Part 4: Storage Backends#
VictoriaMetrics for Metrics#
We chose VictoriaMetrics over Prometheus for several reasons:
- Better compression (10x less disk usage)
- Built-in clustering support
- Handles high cardinality gracefully
- Drop-in Prometheus compatibility
The consumer OTel agent writes to VictoriaMetrics using the Prometheus remote write protocol.
VictoriaLogs (or Loki) for Logs#
Depending on the environment, we use either VictoriaLogs or Loki for log storage.
VictoriaLogs is our preferred choice for newer deployments:
- Simpler architecture (no separate ingesters/distributors)
- Better performance for our log volumes
- LogsQL is intuitive if you know PromQL
Loki runs in some of our existing environments:
- Already battle-tested in production
- Good Grafana integration
- Distributed mode with ingesters and distributors
The beauty of this architecture? The backend doesn’t matter. Kafka sits in the middle, so we can swap VictoriaLogs for Loki (or vice versa) without touching the agents. The Fluent Bit aggregator (consumer) writes to whichever backend is configured for that environment.
Part 5: Putting It All Together#
The Complete Data Flow
Logs:
Container/System Logs
→ Fluent Bit Agent (with filesystem buffer)
→ Kafka (fluent-bit-logs-v1 topic)
→ Fluent Bit Aggregator
→ VictoriaLogsMetrics:
Host/Container/App Metrics
→ OTel Collector (with file_storage queue)
→ Kafka (otel-metrics-v1 topic)
→ OTel Consumer
→ VictoriaMetrics
Monitoring the Pipeline Itself#
Don’t forget to monitor your monitoring. Key metrics to watch:
Fluent Bit:#
- fluentbit_input_records_total - Are we collecting logs?

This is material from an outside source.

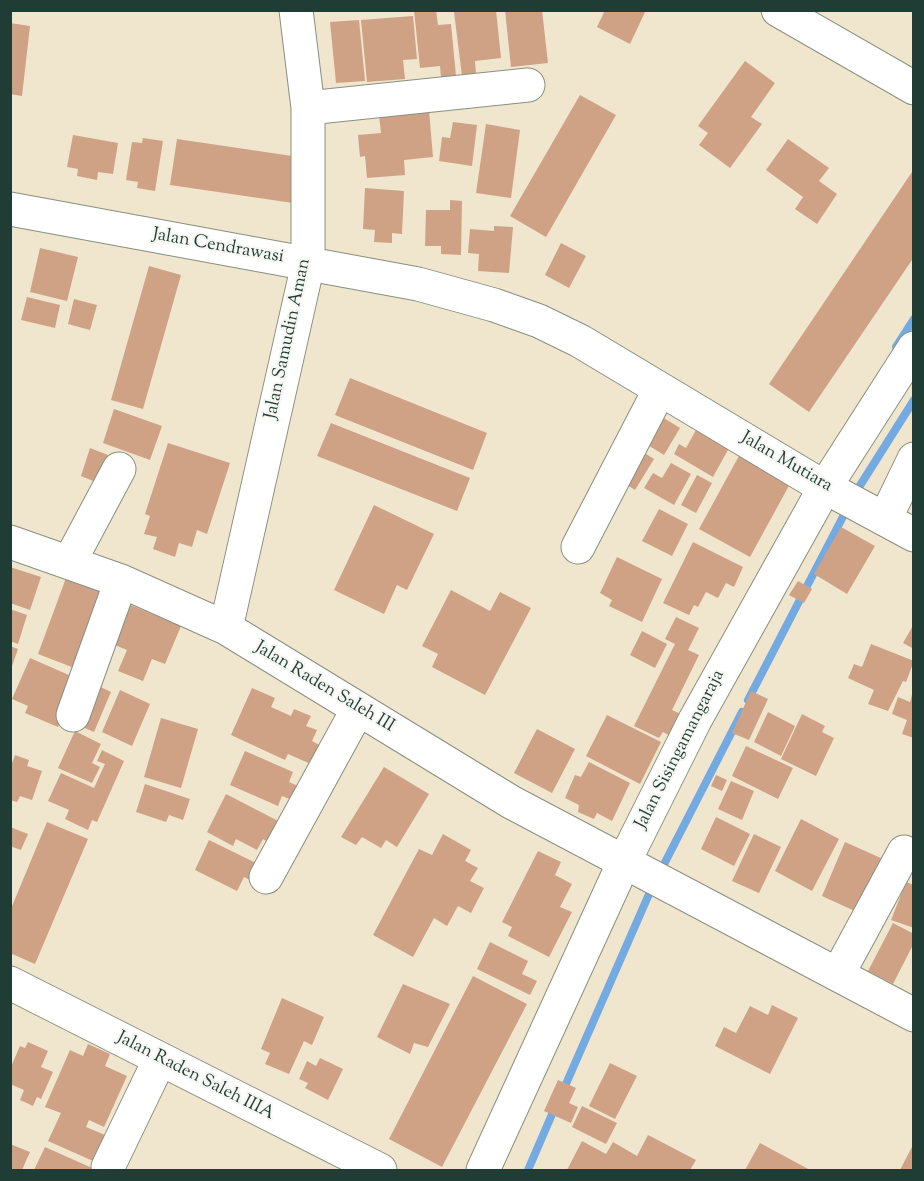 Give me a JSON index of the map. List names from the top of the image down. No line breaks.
{"streets":{"street":["Jalan Cendrawasi","Jalan Samudin Aman","Jalan Mutiara","Jalan Raden Saleh III","Jalan Sisingamangaraja","Jalan Raden Saleh IIIA"]},"crossings":[["Jalan Cendrawasi","Jalan Samudin Aman"],["Jalan Cendrawasi","Jalan Mutiara"],["Jalan Samudin Aman","Jalan Raden Saleh III"],["Jalan Mutiara","Jalan Sisingamangaraja"],["Jalan Raden Saleh III","Jalan Sisingamangaraja"]]}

- fluentbit_output_retries_total - Are we having delivery issues?
- fluentbit_storage_chunks - How much is buffered locally?
OTel Collector:#
- otelcol_exporter_queue_size - Queue depth
- otelcol_exporter_send_failed_metric_points - Failed sends
- otelcol_processor_batch_timeout_trigger_send - Batch behavior
Kafka:#
- Consumer lag per topic/partition - Is the consumer keeping up?

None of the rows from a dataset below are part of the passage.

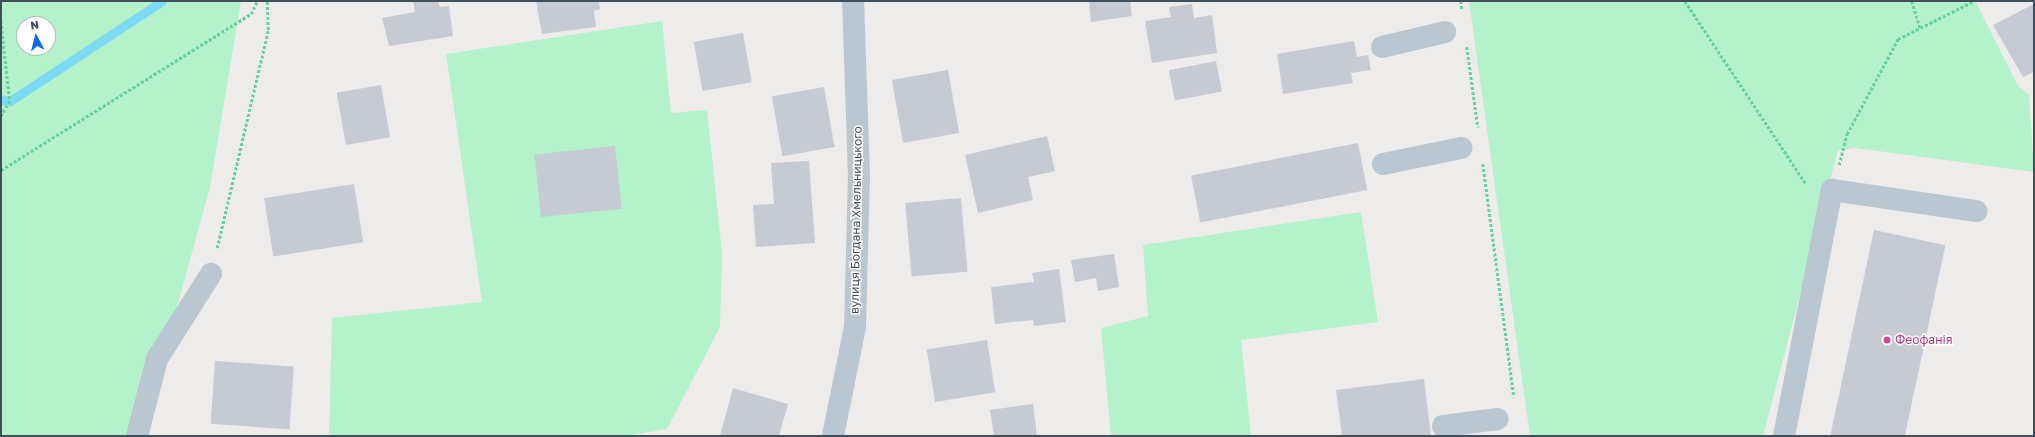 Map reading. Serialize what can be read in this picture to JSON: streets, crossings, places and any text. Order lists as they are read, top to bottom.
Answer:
{
  "streets": {
    "street": ["вулиця Богдана Хмельницького"]
  },
  "places": ["Феофанія"],
  "north": "top"
}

- Under-replicated partitions - Broker health
- Request latency - Overall cluster health
I’m currently working on a set of Grafana dashboards specifically for monitoring this pipeline, covering Fluent Bit agents, OTel collectors, Kafka consumer lag, and end-to-end data flow health. Will release them once they’re polished. Stay tuned!
Lessons Learned#
- After running this setup for several months:
- Size your local buffers appropriately. We started with 1GB and hit limits during a 5-minute Kafka maintenance. 100GB gives us comfortable headroom.
- Kafka retention matters. 72 hours for logs lets us handle weekend incidents without losing data, even if the consumer is down.
- Monitor consumer lag religiously. It’s your early warning system. Growing lag means something downstream is struggling.
- Test your failure scenarios. Actually kill Kafka, kill VictoriaMetrics, disconnect the network. Verify data isn’t lost.
- Label everything at the source. Adding site_name, env, host_name at the agent level means you can always trace where data came from.
Wrapping Up#
- Building resilient observability isn’t about preventing failures, failures will happen. It’s about designing systems that don’t lose data when they do.
- The combination of local persistent buffers (filesystem storage in Fluent Bit, file_storage in OTel) and Kafka as a durable message broker gives us two layers of protection. We’ve gone from regularly losing data during incidents to zero data loss over the past several months.
- The configs in this post are production-tested. Copy them, adapt them to your environment, and stop losing observability data when you need it most.